• WORK INSTRUCTION
Nothing but the lines from the start of the records through the line that contains "ctx.strokeStyle = color;" is to be copied, and each is to be copied exactly.

(Stored items)
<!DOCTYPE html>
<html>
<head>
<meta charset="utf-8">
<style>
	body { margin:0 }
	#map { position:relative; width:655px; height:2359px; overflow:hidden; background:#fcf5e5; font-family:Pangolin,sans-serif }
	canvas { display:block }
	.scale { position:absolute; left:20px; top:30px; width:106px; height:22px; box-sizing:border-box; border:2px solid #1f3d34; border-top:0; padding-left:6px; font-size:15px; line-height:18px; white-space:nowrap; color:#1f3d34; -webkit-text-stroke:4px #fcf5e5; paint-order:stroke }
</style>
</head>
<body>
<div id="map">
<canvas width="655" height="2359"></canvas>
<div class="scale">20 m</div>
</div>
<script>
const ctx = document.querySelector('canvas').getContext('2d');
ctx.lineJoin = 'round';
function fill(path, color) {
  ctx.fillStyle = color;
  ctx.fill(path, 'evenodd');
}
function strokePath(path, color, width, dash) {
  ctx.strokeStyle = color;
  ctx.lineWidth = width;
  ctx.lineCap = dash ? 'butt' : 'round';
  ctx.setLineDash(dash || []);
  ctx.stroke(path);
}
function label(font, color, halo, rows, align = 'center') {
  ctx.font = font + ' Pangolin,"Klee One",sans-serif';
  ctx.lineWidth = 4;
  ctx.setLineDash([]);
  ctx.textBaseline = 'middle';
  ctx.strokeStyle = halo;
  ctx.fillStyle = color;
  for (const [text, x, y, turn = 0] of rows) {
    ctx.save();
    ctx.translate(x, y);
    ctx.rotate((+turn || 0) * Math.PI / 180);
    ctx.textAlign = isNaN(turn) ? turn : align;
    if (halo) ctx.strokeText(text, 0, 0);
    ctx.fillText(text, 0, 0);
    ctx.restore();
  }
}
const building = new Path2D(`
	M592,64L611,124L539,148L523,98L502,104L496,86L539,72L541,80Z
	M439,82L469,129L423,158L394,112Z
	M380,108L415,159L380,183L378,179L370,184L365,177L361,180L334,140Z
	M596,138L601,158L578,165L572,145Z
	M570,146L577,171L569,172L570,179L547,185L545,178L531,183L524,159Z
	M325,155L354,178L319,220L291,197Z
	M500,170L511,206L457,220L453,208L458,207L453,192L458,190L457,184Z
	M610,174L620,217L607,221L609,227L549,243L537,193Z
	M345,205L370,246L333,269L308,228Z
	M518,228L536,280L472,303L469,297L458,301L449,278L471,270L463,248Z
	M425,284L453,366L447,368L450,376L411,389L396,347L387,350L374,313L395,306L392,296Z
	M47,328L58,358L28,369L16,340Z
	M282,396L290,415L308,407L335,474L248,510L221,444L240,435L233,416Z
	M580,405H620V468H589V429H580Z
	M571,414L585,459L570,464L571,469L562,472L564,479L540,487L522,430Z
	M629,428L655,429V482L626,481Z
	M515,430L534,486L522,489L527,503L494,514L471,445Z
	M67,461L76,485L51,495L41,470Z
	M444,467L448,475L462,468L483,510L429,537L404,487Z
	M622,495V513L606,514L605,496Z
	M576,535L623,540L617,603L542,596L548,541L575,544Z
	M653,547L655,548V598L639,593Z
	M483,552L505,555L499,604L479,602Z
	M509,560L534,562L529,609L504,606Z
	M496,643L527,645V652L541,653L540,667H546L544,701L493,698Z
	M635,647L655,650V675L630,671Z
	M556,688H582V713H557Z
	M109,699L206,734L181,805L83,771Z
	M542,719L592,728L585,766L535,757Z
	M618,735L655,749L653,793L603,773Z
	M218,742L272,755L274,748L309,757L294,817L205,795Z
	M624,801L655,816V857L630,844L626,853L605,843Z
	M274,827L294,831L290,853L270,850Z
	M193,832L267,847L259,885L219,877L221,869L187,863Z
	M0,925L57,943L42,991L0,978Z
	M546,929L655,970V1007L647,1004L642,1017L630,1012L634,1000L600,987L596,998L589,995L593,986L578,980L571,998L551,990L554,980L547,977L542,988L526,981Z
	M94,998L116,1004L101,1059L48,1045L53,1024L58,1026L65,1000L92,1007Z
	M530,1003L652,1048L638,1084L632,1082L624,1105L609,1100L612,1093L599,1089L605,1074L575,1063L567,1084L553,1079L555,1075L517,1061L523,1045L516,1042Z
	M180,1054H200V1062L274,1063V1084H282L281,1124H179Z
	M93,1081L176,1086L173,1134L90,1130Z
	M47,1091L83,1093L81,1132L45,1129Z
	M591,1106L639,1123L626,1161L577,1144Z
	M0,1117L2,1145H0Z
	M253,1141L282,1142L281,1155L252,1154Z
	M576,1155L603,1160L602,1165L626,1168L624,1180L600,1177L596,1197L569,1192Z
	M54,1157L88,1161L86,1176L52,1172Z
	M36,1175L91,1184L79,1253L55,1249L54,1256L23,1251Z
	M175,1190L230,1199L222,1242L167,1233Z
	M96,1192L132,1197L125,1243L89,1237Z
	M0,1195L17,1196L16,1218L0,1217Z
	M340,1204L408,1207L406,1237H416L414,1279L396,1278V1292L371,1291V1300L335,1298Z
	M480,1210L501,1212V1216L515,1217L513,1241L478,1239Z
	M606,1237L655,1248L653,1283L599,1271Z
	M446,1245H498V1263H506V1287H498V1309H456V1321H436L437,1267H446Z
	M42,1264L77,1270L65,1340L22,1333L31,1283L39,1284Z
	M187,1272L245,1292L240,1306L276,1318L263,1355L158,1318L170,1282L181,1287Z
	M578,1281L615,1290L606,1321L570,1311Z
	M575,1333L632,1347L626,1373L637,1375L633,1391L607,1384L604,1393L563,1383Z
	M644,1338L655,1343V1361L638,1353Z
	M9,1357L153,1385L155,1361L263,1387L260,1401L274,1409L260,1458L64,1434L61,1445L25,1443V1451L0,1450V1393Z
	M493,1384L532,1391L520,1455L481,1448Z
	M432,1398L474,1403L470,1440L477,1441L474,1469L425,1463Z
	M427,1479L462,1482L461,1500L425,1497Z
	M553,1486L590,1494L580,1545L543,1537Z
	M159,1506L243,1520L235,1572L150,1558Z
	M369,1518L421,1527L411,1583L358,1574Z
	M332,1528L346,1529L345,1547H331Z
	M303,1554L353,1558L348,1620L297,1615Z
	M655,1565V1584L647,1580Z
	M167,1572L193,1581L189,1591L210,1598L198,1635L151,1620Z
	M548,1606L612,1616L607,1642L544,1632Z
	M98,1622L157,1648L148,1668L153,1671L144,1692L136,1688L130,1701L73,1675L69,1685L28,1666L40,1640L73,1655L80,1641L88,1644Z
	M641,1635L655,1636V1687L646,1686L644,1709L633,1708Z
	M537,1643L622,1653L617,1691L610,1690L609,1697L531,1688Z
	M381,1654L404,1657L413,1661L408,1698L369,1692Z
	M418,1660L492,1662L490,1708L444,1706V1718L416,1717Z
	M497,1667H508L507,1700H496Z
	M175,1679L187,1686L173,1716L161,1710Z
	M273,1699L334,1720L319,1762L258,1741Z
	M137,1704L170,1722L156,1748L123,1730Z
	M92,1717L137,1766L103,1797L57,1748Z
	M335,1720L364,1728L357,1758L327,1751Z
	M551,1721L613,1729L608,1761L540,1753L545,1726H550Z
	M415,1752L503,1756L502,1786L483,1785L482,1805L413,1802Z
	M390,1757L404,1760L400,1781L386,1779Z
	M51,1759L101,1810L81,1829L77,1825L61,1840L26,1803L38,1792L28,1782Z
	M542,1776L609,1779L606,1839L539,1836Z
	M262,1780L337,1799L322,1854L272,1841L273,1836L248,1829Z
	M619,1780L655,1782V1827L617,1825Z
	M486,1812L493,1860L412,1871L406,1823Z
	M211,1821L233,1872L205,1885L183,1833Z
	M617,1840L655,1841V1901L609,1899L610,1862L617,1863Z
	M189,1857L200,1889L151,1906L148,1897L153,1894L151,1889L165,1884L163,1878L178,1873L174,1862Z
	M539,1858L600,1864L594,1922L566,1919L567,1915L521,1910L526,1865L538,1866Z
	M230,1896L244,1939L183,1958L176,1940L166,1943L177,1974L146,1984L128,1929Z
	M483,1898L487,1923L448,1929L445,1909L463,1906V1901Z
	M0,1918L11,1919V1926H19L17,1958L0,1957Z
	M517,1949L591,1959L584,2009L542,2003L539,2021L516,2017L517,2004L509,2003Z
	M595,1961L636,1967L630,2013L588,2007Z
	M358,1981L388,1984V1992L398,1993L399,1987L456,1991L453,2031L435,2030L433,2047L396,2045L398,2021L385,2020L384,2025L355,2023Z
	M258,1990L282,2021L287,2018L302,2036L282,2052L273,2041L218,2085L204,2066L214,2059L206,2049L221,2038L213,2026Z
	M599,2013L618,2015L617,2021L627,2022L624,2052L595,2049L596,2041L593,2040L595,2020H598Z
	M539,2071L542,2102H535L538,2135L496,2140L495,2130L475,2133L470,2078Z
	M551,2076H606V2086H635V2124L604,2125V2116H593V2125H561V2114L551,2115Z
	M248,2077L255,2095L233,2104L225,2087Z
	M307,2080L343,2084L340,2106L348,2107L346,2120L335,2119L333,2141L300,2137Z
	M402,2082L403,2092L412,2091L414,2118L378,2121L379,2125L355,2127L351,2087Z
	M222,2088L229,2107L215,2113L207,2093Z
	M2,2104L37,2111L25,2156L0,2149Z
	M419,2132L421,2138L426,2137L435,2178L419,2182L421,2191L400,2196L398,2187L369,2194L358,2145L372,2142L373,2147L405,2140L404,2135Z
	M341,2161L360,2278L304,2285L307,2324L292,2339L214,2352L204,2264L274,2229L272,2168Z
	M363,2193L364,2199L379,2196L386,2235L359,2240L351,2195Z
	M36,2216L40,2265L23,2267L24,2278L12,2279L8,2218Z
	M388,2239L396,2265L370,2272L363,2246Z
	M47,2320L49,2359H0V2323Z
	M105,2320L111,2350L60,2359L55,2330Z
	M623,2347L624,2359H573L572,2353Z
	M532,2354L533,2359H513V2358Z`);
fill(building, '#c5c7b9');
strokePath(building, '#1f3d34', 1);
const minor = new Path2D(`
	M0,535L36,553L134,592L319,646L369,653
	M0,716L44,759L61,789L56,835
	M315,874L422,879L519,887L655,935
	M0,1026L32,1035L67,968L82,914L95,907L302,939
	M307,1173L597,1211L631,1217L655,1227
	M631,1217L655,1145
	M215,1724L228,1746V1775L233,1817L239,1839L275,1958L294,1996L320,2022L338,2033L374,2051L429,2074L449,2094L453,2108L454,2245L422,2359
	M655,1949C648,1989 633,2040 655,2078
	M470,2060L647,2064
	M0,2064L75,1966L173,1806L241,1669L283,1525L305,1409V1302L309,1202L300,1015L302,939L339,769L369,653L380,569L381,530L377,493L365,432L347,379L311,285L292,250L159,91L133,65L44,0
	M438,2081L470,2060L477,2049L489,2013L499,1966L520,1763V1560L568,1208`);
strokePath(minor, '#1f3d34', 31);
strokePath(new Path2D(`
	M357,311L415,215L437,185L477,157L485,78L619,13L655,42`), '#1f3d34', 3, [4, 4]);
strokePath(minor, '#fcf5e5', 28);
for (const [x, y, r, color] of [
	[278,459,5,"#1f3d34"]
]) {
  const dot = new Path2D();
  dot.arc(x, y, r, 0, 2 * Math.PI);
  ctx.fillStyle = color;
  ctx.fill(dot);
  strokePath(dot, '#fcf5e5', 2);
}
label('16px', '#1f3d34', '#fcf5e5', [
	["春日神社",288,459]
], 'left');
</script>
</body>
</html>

• RESPONSE TO THIS TASK
<!DOCTYPE html>
<html>
<head>
<meta charset="utf-8">
<style>
	body { margin:0 }
	#map { position:relative; width:655px; height:2359px; overflow:hidden; background:#fcf5e5; font-family:Pangolin,sans-serif }
	canvas { display:block }
	.scale { position:absolute; left:20px; top:30px; width:106px; height:22px; box-sizing:border-box; border:2px solid #1f3d34; border-top:0; padding-left:6px; font-size:15px; line-height:18px; white-space:nowrap; color:#1f3d34; -webkit-text-stroke:4px #fcf5e5; paint-order:stroke }
</style>
</head>
<body>
<div id="map">
<canvas width="655" height="2359"></canvas>
<div class="scale">20 m</div>
</div>
<script>
const ctx = document.querySelector('canvas').getContext('2d');
ctx.lineJoin = 'round';
function fill(path, color) {
  ctx.fillStyle = color;
  ctx.fill(path, 'evenodd');
}
function strokePath(path, color, width, dash) {
  ctx.strokeStyle = color;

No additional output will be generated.